» Collected data:

⟨

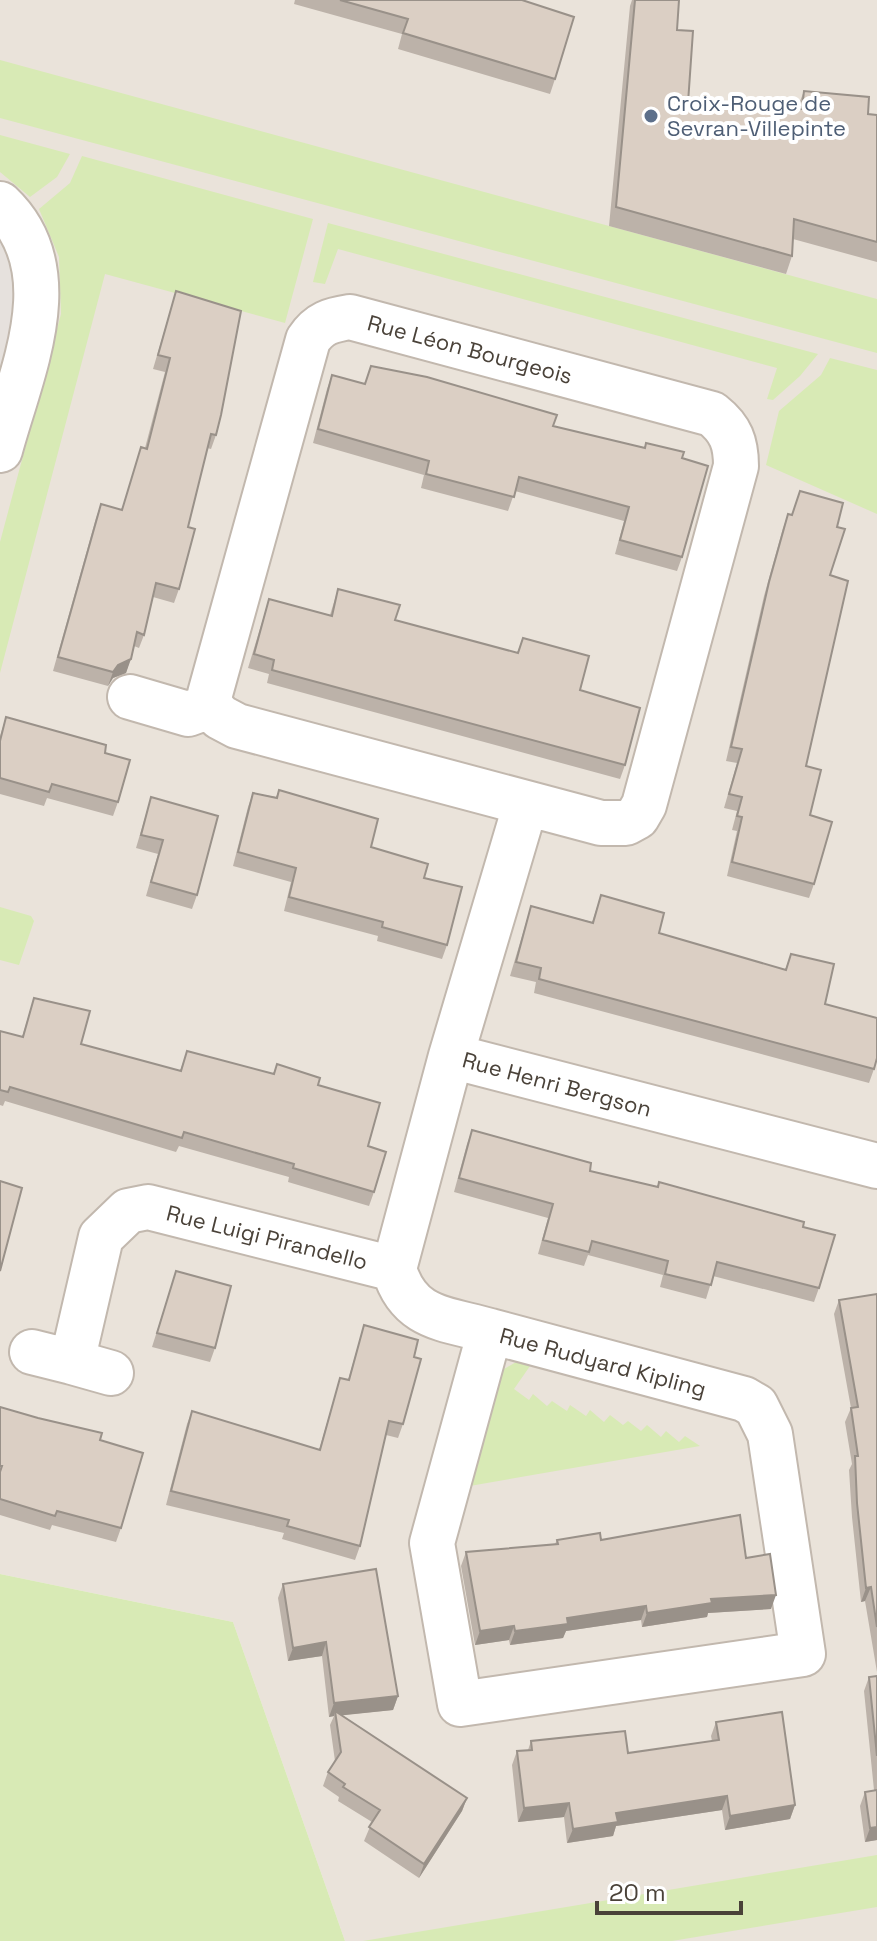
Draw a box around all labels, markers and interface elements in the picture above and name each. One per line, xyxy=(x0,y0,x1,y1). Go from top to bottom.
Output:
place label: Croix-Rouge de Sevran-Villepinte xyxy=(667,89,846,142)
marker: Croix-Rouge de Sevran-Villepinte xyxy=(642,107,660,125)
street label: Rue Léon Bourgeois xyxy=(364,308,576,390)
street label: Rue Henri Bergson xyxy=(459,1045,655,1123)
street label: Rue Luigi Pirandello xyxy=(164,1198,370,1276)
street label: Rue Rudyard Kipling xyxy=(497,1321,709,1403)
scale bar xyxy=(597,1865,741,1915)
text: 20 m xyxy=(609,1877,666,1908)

⟩

Leaving aside the images, write out the entries above word for word.

» Result below:
Draw a box around all labels, markers and interface elements in the picture above and name each. One per line, xyxy=(x0,y0,x1,y1). Go from top to bottom.
Output:
place label: Croix-Rouge de Sevran-Villepinte xyxy=(667,89,846,142)
marker: Croix-Rouge de Sevran-Villepinte xyxy=(642,107,660,125)
street label: Rue Léon Bourgeois xyxy=(364,308,576,390)
street label: Rue Henri Bergson xyxy=(459,1045,655,1123)
street label: Rue Luigi Pirandello xyxy=(164,1198,370,1276)
street label: Rue Rudyard Kipling xyxy=(497,1321,709,1403)
scale bar xyxy=(597,1865,741,1915)
text: 20 m xyxy=(609,1877,666,1908)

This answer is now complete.